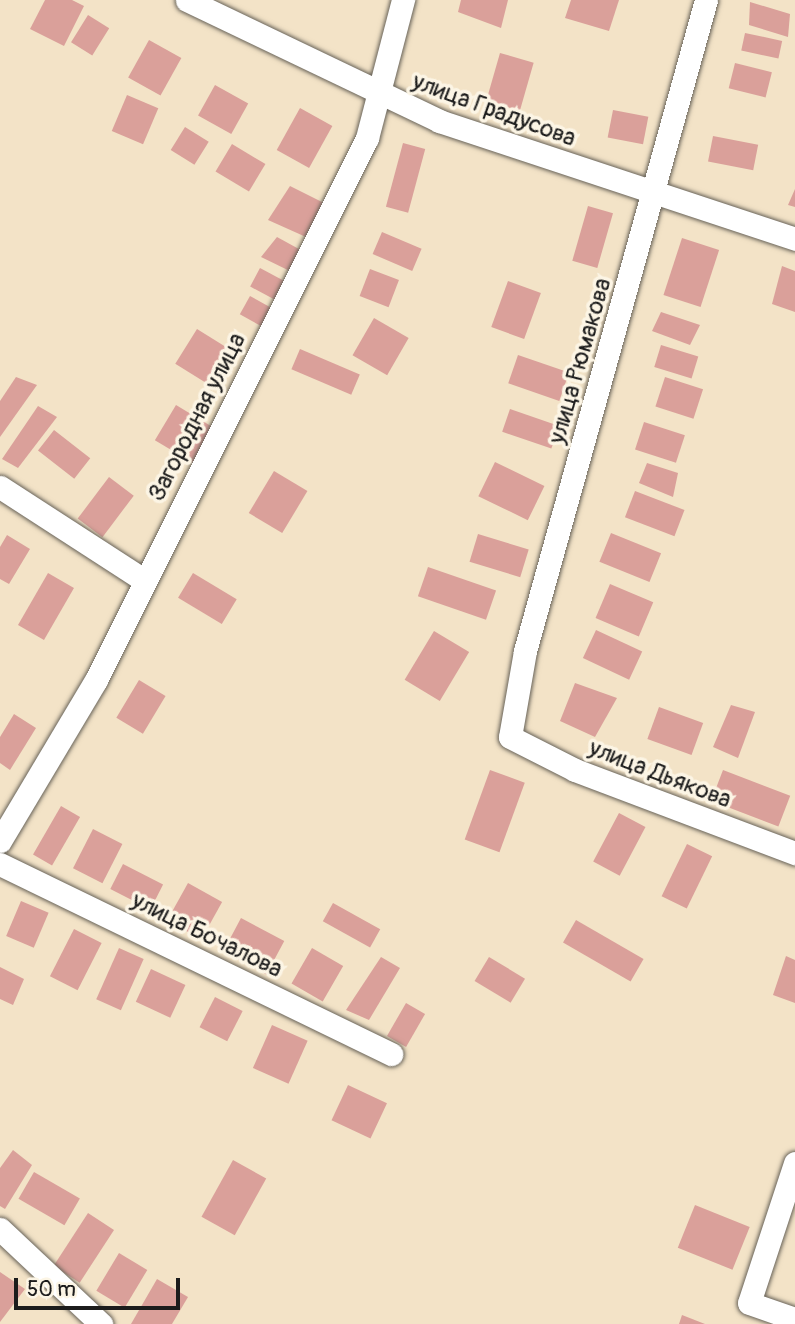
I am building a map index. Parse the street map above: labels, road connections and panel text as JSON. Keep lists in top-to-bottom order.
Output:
{
  "streets": {
    "street": [
      "улица Градусова",
      "улица Рюмакова",
      "Загородная улица",
      "улица Дьякова",
      "улица Бочалова"
    ]
  },
  "crossings": [
    ["улица Градусова", "улица Рюмакова"],
    ["улица Градусова", "Загородная улица"],
    ["улица Рюмакова", "улица Дьякова"]
  ],
  "scale_bar": "50 m"
}
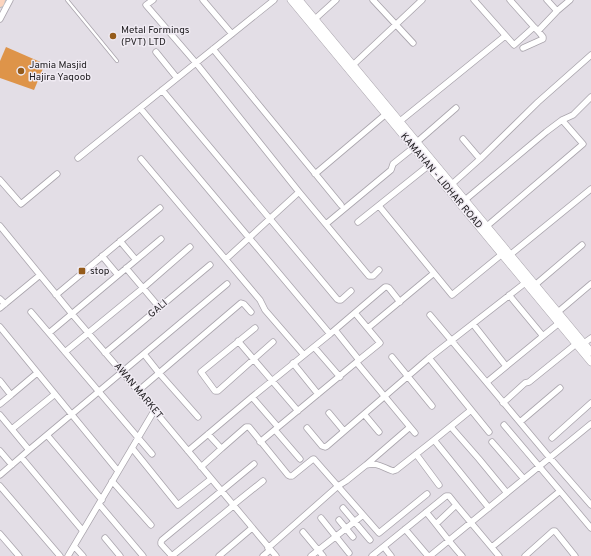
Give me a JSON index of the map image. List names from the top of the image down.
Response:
{
  "streets": {
    "main road": ["KAMAHAN - LIDHAR ROAD"],
    "street": ["GALI", "AWAN MARKET"]
  },
  "crossings": [
    ["GALI", "AWAN MARKET"]
  ],
  "places": {
    "other": ["Metal Formings (PVT) LTD", "Jamia Masjid Hajira Yaqoob"],
    "transit": ["stop"]
  }
}
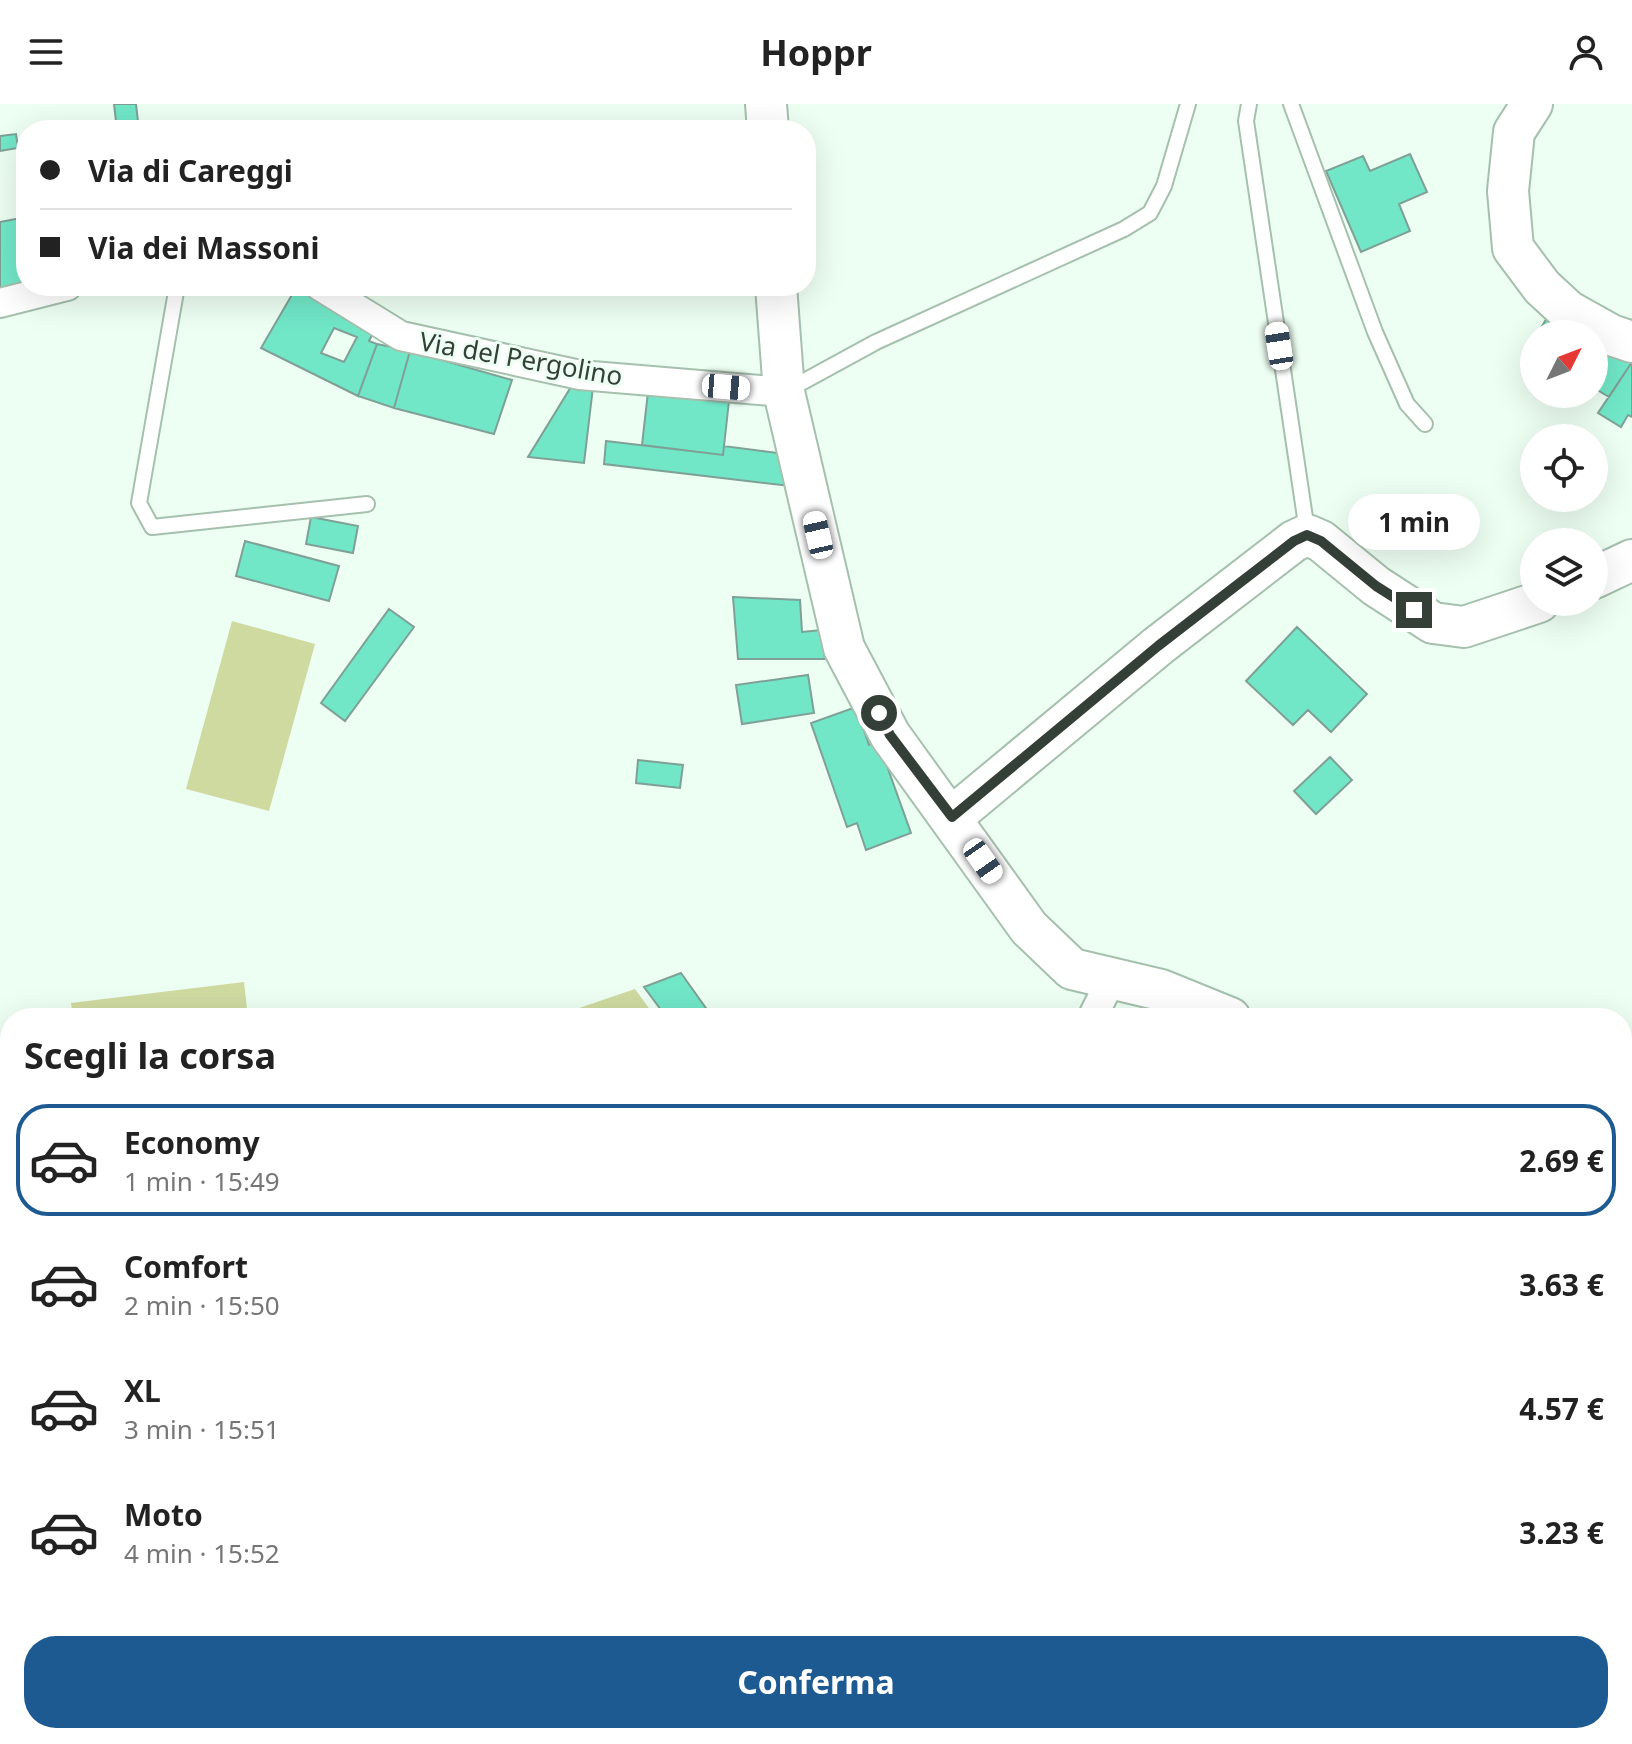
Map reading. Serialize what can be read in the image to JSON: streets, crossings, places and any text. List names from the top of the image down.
{
  "streets": {
    "street": ["Via del Pergolino"]
  },
  "north": "top right",
  "page": {
    "header": "Hoppr",
    "banner": ["Via di Careggi", "Via dei Massoni"],
    "bubble": "1 min",
    "heading": "Scegli la corsa",
    "list": [
      {
        "name": "Economy",
        "note": "1 min · 15:49",
        "value": "2.69 €"
      },
      {
        "name": "Comfort",
        "note": "2 min · 15:50",
        "value": "3.63 €"
      },
      {
        "name": "XL",
        "note": "3 min · 15:51",
        "value": "4.57 €"
      },
      {
        "name": "Moto",
        "note": "4 min · 15:52",
        "value": "3.23 €"
      }
    ],
    "buttons": "Conferma"
  }
}
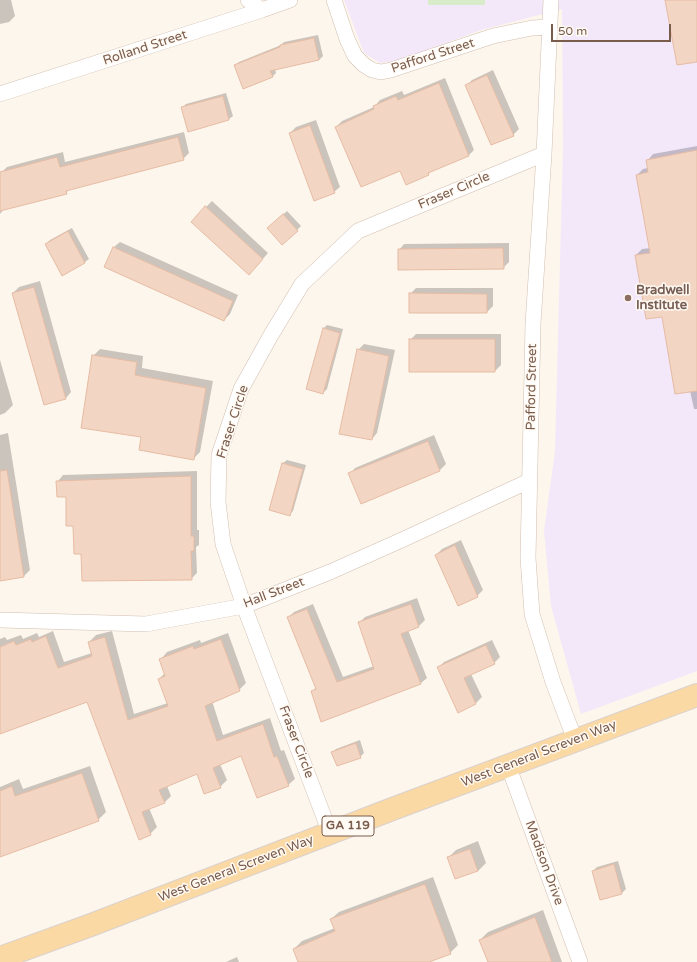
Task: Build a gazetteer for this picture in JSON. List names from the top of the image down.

__________

--- TASK ITEM ---
Exactly as written, reproduce the lines from the beginning of the material through the line with "Give me a JSON", and skip any picture.

--- ANSWER FOR THIS EXERCISE ---
I am building a map index. Parse the street map above: labels, road connections and panel text as JSON. Keep lists in top-to-bottom order.
Output:
{
  "streets": {
    "street": [
      "улица Градусова",
      "улица Рюмакова",
      "Загородная улица",
      "улица Дьякова",
      "улица Бочалова"
    ]
  },
  "crossings": [
    ["улица Градусова", "улица Рюмакова"],
    ["улица Градусова", "Загородная улица"],
    ["улица Рюмакова", "улица Дьякова"]
  ],
  "scale_bar": "50 m"
}
Give me a JSON index of the map image. List names from the top of the image down.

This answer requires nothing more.